Crawl, Fade to White

Sheila Callaghan’s new play about a daughter’s homecoming is full of superlative performances and indelible images.

Carla Harting, Black-Eyed Susan, and Matthew Lewis
in Crawl, Fade to White
(© Jim Baldassare)
Carla Harting, Black-Eyed Susan, and Matthew Lewis
in Crawl, Fade to White
(© Jim Baldassare)

Flouting its cinematic title, Sheila Callaghan’s latest,
Crawl, Fade to White, being presented by 13P at the Ideal Glass Gallery, is packed with indelible images: Dan and Fran, an elderly couple (Matthew Lewis and Black-Eyed Susan) in party hats slowly gyrating to a tired tape of Chubby Checker, or a fragile geek of a college girl, April (Jocelyn Kuritsky), sputtering her way into a fit of trembling so intense that she seems capable of splitting her own atoms.

April has come home with a boyfriend, Nolan (Matthew roi Berger), to steal a family heirloom from her icy beauty of a mother, Louise (Carla Harting). What April finds instead in the curiously stripped abode is a photo of her vanished father, who met Louise — then a spoiled rich girl of 15 — as their hands met over “the bloody matted hair” of a dog hit by the taxi in which she was riding.

It’s kismet — except that in flashbacks (in which Shawtane Monroe Bowen plays the animal rescue worker who soon fled their ratty love nest), there’s no mistaking the depth of the mismatch. You can take the girl out of finishing school; but it’s tougher to eradicate her cravings for the finer things in the life and the accoutrements of beauty. It’s actually quite late in the play that we learn the degradation to which her tastes have led Louise.

Meanwhile, Louise, who presents herself as an impenetrable corporate powerhouse, has asked neighbors Dan and Fran to include an item of hers in an upcoming yard sale. (The fact that they’ve never even spoken in the course of two decades doesn’t seem to faze her.) The goods that the couple themselves will be deaccessioning consist of toys strewn about the dirt in their front yard.

And thereby hangs a tale — real or fabulated, but one which explains Fran’s dithery ministrations toward April and her transparent desire to appropriate a substitute child. Dan does not take as readily to Nolan, calling him out as a “jive turkey.” While other characters’ back stories may be doled out in more intriguing detail, it’s Nolan whose arc is the most pronounced: he starts out as an Eddie Haskell-like character about whom we know nothing — other than that he’s majoring in welding and makes robots — and soon turns into the obverse.

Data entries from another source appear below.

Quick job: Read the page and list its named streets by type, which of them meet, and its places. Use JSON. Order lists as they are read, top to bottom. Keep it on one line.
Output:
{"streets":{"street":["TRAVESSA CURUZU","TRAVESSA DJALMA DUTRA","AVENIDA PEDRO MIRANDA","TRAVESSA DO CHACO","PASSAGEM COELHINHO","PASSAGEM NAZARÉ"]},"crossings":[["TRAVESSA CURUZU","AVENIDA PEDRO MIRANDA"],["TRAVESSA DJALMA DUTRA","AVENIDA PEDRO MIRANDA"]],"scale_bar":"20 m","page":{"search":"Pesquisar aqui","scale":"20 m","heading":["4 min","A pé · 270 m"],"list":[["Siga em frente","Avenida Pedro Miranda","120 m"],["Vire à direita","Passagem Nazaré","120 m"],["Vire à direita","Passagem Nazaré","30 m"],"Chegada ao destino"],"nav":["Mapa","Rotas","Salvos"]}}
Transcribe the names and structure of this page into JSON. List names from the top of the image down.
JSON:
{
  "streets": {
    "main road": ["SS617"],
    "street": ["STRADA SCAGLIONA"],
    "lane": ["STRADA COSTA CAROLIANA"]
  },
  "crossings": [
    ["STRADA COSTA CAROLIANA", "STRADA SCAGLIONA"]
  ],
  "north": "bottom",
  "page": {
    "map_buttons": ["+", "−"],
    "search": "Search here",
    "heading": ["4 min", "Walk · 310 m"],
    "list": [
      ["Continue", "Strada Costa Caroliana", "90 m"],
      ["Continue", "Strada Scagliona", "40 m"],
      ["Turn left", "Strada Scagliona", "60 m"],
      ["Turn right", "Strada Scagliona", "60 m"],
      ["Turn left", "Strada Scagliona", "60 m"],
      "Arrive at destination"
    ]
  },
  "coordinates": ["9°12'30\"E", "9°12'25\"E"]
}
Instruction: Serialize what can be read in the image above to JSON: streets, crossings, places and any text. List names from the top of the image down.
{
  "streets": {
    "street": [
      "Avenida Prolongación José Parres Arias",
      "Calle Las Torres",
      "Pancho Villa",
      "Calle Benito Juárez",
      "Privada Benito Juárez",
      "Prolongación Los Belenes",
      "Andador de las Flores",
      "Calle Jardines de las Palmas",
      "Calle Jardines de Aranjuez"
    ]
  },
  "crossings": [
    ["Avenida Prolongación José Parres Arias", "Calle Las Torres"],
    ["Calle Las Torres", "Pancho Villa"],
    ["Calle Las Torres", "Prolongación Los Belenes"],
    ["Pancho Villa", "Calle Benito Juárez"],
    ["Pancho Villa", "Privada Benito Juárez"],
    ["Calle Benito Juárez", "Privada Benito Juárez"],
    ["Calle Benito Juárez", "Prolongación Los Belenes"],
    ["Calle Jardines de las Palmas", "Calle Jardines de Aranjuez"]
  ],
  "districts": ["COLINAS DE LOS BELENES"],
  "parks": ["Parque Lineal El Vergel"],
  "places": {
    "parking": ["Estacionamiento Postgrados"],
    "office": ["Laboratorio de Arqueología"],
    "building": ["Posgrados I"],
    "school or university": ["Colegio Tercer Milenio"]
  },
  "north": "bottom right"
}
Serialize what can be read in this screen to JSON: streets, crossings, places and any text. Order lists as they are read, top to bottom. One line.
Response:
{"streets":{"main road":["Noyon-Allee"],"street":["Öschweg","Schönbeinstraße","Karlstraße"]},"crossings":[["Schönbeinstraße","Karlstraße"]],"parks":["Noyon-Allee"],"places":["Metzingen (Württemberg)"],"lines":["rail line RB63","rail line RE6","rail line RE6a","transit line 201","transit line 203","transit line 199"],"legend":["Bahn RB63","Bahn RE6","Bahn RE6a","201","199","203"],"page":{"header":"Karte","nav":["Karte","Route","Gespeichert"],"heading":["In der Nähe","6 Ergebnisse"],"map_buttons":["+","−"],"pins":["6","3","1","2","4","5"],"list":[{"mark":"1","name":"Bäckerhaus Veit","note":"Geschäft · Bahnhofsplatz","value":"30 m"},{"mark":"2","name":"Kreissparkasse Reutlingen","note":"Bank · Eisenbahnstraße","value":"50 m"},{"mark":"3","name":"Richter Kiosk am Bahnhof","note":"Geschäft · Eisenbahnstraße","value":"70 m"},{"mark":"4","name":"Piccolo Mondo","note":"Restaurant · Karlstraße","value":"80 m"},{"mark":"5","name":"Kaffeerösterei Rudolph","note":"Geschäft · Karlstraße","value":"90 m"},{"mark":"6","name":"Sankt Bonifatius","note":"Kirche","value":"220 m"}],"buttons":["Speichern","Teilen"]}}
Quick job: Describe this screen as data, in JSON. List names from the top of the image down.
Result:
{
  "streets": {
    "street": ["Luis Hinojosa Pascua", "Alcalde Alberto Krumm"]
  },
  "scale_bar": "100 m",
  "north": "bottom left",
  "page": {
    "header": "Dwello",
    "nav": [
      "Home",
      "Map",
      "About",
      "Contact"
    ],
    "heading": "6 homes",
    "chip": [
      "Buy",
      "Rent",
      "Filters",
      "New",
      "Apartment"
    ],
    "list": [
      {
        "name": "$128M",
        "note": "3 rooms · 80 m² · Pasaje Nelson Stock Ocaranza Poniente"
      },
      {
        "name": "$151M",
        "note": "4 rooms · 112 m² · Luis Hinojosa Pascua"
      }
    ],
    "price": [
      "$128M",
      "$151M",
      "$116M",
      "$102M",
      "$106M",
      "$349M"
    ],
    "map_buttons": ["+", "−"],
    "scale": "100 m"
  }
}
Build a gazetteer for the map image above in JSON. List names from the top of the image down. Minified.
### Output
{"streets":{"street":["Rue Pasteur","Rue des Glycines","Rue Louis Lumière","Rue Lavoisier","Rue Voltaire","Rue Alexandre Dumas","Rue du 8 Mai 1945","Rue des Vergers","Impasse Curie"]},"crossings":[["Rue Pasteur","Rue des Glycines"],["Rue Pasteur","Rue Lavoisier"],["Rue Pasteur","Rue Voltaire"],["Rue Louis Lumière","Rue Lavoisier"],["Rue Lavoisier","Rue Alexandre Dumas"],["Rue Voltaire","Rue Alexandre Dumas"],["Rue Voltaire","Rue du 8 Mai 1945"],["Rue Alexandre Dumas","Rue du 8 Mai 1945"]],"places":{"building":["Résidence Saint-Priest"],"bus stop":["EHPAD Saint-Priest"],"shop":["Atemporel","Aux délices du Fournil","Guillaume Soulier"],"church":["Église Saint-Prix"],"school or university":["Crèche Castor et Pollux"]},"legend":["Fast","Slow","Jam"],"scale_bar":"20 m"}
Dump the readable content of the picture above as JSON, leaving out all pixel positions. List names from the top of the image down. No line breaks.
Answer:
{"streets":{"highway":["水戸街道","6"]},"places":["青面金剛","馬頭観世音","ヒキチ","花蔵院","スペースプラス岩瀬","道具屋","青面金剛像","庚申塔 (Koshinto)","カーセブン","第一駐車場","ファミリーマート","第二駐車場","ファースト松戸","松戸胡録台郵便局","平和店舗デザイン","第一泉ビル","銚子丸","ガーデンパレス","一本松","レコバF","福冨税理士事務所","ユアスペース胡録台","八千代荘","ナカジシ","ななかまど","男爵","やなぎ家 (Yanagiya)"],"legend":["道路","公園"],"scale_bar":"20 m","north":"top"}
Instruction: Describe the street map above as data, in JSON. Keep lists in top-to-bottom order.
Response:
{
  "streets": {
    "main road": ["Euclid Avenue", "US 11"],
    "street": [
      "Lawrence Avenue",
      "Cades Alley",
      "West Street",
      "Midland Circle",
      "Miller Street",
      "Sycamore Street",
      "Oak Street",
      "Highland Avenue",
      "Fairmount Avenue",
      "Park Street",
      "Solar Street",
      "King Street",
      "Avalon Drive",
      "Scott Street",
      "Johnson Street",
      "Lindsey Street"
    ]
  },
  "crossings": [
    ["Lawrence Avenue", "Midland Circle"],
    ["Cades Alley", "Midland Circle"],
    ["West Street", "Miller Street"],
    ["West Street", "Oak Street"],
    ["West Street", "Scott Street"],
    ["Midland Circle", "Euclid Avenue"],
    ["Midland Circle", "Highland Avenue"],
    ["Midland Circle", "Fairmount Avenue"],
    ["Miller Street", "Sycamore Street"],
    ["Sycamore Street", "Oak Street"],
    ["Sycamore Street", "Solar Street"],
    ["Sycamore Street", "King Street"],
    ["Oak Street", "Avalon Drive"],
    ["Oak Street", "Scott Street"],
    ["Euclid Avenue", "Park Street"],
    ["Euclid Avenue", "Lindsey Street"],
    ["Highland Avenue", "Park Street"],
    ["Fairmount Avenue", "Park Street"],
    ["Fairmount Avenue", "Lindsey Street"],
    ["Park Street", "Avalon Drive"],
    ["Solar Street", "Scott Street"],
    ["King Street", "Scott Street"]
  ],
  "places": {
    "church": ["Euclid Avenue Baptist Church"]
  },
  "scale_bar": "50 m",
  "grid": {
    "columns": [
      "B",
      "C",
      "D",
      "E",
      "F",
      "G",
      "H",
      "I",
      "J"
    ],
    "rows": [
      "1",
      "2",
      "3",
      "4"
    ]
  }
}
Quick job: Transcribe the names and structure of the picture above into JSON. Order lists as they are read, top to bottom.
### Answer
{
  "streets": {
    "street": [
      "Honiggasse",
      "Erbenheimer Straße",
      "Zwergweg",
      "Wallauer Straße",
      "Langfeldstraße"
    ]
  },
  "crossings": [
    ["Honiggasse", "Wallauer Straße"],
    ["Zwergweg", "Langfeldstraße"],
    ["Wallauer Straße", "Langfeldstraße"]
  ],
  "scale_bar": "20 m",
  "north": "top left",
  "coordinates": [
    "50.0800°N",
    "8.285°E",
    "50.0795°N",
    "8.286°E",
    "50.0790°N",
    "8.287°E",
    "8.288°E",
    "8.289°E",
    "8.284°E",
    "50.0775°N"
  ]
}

Director Paul Willis not only gets superlative performances from his cast, but he makes intelligent use of the Ideal Glass Factory’s raw industrial space, setting Louise’s memory fugues up on an iron walkway while set designer Anna Kiraly’s adaptable grid of white walls is manipulated below. The small space makes for an experience of startling immediacy.

While the situations that Callaghan limns may verge on the absurd (with all attendant laughs), they’re also grounded in the realm of the possible. She has a gift for making the strange believable, and vice versa.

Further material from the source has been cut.